Work reorganization, health care reforms and assumptions about gender all contribute to the declining health of care providers. Also contributing is a push towards atypical shifts in care such as on-call and split shifts which help managers coordinate care according to their demands but which undermine workers’ control in planning their daily lives. There has been a growth of this sort of scheduling and some workers such as women in nursing and residential care (Laxer 2013) are more likely to work in these atypical schedules. Recent research has begun to uncover the risks of working night and rotating shifts in terms of illnesses such as cancer (see health and social care module of the comparative perspectives on precarious employment database).
Chart 14: Work Schedule in Health Care and Social Assistance, SLID 2009
Women have struggled hard to make visible and valued the work and skills involved in care. And they have enjoyed some success. The establishment of a public payment system, combined with the development of large facilities, created conditions that made unions easier to organize. The women’s movement also played a critical role in terms of state policies and programs related to both paid and unpaid care.

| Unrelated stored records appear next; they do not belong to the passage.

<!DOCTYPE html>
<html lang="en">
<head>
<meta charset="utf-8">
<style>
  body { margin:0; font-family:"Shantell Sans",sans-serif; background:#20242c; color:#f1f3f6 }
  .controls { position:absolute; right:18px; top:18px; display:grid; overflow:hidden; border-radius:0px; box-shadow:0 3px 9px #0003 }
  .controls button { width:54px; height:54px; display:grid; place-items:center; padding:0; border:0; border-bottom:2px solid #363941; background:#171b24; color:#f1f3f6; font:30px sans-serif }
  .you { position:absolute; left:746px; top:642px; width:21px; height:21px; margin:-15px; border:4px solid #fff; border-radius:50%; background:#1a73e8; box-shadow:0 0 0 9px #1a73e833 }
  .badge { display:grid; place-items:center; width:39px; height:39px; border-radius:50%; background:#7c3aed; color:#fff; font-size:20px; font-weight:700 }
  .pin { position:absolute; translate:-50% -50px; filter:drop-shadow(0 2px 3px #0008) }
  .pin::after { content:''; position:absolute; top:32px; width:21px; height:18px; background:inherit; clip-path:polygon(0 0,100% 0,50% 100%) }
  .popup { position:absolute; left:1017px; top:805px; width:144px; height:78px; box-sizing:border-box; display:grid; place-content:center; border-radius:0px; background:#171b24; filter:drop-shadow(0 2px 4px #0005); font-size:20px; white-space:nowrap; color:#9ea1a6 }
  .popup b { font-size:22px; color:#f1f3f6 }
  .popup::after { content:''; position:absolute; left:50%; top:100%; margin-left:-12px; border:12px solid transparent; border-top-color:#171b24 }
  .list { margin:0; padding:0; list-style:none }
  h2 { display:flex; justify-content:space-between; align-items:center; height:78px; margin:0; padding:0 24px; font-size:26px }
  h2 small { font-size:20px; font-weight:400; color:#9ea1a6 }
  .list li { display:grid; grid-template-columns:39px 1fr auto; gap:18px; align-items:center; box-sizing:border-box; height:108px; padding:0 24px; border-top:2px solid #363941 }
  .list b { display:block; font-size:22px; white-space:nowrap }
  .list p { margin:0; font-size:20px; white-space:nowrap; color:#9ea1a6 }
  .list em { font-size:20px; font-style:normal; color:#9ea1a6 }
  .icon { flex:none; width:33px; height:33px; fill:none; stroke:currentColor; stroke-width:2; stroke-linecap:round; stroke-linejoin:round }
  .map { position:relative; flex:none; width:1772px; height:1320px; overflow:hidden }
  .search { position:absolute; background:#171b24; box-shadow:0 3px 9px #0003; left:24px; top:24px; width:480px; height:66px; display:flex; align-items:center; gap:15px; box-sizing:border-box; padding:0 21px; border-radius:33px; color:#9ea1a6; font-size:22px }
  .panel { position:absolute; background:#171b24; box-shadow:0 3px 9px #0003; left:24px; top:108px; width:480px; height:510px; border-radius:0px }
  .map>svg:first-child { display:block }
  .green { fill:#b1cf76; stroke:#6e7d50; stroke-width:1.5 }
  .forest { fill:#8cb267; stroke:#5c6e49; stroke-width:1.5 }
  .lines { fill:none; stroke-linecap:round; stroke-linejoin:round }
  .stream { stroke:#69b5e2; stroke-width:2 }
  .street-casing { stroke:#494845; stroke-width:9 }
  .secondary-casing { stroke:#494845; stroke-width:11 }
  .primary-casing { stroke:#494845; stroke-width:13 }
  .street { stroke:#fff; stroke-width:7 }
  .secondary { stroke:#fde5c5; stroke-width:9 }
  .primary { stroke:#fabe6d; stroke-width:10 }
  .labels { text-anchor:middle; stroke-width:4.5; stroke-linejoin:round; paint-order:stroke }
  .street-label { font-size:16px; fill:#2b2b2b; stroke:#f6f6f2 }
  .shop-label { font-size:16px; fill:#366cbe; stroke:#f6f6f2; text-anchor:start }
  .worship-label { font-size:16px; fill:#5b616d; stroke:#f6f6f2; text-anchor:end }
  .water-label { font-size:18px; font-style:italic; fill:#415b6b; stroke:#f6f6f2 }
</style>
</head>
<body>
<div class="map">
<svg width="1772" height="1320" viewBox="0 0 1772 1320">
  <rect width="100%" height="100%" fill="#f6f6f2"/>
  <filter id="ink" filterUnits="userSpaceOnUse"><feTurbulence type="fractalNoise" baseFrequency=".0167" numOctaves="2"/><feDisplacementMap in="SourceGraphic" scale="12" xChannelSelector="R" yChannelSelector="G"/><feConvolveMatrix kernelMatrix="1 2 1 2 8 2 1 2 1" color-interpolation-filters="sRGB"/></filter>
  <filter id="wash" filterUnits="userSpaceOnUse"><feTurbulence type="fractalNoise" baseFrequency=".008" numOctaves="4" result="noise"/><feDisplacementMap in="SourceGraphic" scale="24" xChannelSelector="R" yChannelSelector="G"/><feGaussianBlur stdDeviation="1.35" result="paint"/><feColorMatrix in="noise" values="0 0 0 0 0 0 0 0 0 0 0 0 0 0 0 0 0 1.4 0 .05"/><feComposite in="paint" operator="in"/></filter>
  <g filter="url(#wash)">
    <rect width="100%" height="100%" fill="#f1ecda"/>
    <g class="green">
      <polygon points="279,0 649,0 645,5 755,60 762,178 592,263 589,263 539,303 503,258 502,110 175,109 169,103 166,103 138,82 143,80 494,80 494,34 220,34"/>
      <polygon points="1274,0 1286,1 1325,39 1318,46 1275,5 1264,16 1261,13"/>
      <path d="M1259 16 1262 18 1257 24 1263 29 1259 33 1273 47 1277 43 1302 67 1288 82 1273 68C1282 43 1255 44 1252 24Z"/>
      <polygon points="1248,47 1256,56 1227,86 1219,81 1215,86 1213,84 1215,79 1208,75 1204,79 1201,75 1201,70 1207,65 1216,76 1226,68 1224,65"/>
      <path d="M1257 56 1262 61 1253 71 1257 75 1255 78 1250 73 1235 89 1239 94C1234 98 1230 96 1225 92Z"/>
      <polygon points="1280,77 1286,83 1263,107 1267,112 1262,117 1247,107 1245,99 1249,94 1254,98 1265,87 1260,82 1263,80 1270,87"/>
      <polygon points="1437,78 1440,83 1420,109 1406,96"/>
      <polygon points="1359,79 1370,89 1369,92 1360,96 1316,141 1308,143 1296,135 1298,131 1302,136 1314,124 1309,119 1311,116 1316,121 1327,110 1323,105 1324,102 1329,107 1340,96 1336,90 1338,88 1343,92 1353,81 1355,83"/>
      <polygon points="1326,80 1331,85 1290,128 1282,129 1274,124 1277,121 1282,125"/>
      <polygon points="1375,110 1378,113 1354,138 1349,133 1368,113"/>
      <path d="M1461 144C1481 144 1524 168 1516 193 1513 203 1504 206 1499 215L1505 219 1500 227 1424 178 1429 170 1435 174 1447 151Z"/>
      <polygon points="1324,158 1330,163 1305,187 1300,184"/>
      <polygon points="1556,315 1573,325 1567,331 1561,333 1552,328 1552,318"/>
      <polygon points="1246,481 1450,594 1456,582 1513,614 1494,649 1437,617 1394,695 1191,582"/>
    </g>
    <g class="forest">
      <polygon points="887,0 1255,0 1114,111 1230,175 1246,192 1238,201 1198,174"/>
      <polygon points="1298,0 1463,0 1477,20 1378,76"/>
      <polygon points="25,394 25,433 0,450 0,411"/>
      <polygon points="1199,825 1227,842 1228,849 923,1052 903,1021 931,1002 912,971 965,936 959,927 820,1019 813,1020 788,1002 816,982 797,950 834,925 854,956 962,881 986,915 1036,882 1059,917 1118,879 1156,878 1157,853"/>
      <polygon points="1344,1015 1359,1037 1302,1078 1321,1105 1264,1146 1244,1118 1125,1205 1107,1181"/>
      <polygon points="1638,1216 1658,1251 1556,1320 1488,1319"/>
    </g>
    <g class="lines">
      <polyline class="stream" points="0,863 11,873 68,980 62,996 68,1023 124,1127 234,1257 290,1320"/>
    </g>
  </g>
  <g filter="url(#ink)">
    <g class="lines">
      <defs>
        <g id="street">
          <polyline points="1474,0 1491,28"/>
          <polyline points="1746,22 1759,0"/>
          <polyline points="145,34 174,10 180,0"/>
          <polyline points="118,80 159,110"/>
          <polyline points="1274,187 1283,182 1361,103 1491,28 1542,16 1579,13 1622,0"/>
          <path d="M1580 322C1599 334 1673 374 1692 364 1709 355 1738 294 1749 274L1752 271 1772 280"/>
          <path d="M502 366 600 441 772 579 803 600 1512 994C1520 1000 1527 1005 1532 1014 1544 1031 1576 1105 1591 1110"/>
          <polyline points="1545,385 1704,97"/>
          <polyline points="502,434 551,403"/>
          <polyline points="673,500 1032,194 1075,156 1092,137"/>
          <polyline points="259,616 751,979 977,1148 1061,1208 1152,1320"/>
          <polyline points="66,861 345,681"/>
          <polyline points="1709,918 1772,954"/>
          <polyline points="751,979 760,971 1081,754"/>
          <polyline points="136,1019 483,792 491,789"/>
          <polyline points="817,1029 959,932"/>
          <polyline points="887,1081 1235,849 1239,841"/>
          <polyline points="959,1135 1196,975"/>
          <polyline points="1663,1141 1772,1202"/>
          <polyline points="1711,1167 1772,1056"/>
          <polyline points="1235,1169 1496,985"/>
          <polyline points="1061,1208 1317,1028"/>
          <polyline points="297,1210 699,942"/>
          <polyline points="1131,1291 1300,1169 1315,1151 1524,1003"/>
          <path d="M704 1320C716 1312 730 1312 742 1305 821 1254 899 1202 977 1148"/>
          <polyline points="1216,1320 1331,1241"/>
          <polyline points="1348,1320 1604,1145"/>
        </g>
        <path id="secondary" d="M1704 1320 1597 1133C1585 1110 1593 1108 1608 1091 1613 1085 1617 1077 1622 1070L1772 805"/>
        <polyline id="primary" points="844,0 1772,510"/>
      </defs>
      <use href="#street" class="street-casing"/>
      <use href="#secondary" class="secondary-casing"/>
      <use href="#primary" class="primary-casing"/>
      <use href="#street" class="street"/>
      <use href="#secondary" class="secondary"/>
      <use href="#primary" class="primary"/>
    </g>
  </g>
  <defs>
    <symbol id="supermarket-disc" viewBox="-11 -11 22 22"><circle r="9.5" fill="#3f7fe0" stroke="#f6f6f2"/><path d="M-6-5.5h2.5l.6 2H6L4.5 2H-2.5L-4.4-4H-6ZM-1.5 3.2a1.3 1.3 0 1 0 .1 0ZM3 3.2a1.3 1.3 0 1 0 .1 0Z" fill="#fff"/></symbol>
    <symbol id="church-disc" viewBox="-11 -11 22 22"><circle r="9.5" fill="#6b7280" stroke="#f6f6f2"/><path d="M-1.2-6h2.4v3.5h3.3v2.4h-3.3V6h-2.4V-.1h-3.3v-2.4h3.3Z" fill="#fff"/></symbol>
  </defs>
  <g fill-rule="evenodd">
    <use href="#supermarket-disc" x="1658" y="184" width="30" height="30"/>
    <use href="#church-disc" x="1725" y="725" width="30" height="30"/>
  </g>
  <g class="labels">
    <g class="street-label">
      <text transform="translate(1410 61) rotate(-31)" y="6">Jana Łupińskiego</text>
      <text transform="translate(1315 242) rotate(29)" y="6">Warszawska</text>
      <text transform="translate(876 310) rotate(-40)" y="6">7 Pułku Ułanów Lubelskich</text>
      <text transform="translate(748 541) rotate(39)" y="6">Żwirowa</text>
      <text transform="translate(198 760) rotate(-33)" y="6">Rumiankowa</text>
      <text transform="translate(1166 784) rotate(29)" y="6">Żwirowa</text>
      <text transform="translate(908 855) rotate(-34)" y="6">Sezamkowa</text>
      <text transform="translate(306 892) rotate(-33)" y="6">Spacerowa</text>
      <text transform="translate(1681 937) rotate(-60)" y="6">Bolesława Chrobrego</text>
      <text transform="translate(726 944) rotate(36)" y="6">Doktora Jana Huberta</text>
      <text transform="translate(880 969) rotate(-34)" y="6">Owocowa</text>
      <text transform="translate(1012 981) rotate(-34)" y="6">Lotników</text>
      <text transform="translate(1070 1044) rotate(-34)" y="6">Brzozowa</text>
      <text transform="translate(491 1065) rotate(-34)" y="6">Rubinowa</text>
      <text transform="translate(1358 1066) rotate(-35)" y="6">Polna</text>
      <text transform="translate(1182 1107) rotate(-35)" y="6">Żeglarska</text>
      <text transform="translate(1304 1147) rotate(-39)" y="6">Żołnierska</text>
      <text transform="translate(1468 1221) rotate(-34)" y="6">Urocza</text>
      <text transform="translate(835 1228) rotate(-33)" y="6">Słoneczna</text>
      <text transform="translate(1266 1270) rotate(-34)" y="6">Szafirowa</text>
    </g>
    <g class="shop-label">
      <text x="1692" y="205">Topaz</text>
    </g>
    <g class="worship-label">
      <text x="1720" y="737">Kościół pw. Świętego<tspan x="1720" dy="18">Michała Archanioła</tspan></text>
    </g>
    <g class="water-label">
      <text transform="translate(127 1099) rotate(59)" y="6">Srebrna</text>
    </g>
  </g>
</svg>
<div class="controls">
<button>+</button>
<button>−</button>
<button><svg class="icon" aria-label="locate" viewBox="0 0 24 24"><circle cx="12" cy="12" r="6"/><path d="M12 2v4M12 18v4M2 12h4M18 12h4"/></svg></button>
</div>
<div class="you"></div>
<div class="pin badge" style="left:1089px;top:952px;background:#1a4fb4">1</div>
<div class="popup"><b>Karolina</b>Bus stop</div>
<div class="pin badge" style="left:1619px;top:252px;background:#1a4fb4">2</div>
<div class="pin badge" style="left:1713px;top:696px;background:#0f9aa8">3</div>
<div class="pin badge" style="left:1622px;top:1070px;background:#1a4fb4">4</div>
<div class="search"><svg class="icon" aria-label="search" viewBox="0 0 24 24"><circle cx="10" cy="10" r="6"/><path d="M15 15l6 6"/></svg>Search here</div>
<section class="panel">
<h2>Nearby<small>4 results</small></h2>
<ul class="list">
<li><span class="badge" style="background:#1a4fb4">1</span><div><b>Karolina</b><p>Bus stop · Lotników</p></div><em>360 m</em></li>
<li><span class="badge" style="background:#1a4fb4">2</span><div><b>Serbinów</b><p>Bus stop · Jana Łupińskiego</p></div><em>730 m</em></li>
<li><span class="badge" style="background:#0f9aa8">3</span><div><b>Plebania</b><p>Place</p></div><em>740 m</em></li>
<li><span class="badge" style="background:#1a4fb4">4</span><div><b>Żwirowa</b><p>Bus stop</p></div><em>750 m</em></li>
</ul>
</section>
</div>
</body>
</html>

The women who made the most significant gains were those who followed the male pattern of creating regulated professions based on formal education programs. These are the women recognized as being employed in health care occupations, as direct providers. Their success contributed to the growth of other jobs in care as more of nurses’ job went to other workers. Women in ancillary occupations also improved their conditions of work and of employment in care, although perhaps not to the same extent. At the same time, their numbers grew significantly and so did the proportions from racialized and/or immigrant groups, especially in large urban areas. Those not directly providing care, employed in support provider roles, account for the majority of the health care labour force.
Health care reforms have been fundamentally changing both the conditions and location of work. All workers, paid and unpaid, have felt the impact. For-profit managerial practices in health care services have made work more intensive and more precarious. They have also emphasized the distinction between direct and ancillary care work. This distinction has been used to define ancillary workers out of care, creating the conditions for contracting out the work and for undermining women’s gains. At the same time, more of the work has been shifted out of large hospitals into smaller, and increasingly, for-profit residential facilities where unions are harder to organize and where workers often have less power. When the work does not go to these facilities, it most frequently goes home where it is done primarily by women without pay, formal training or much choice. The result is often not only deteriorating working conditions but also deteriorating health for patients as more of those with acute care needs are put in settings not equipped or staffed for appropriate care. Statistics Canada provides the data to support many of these claims and to provide the kind of occupational, as well as historical, data that help us monitor the impact of changes. Although Statistics Canada has made efforts to track unpaid care, this has been compromised by the recent removal of questions related to unpaid work in the Canadian Census.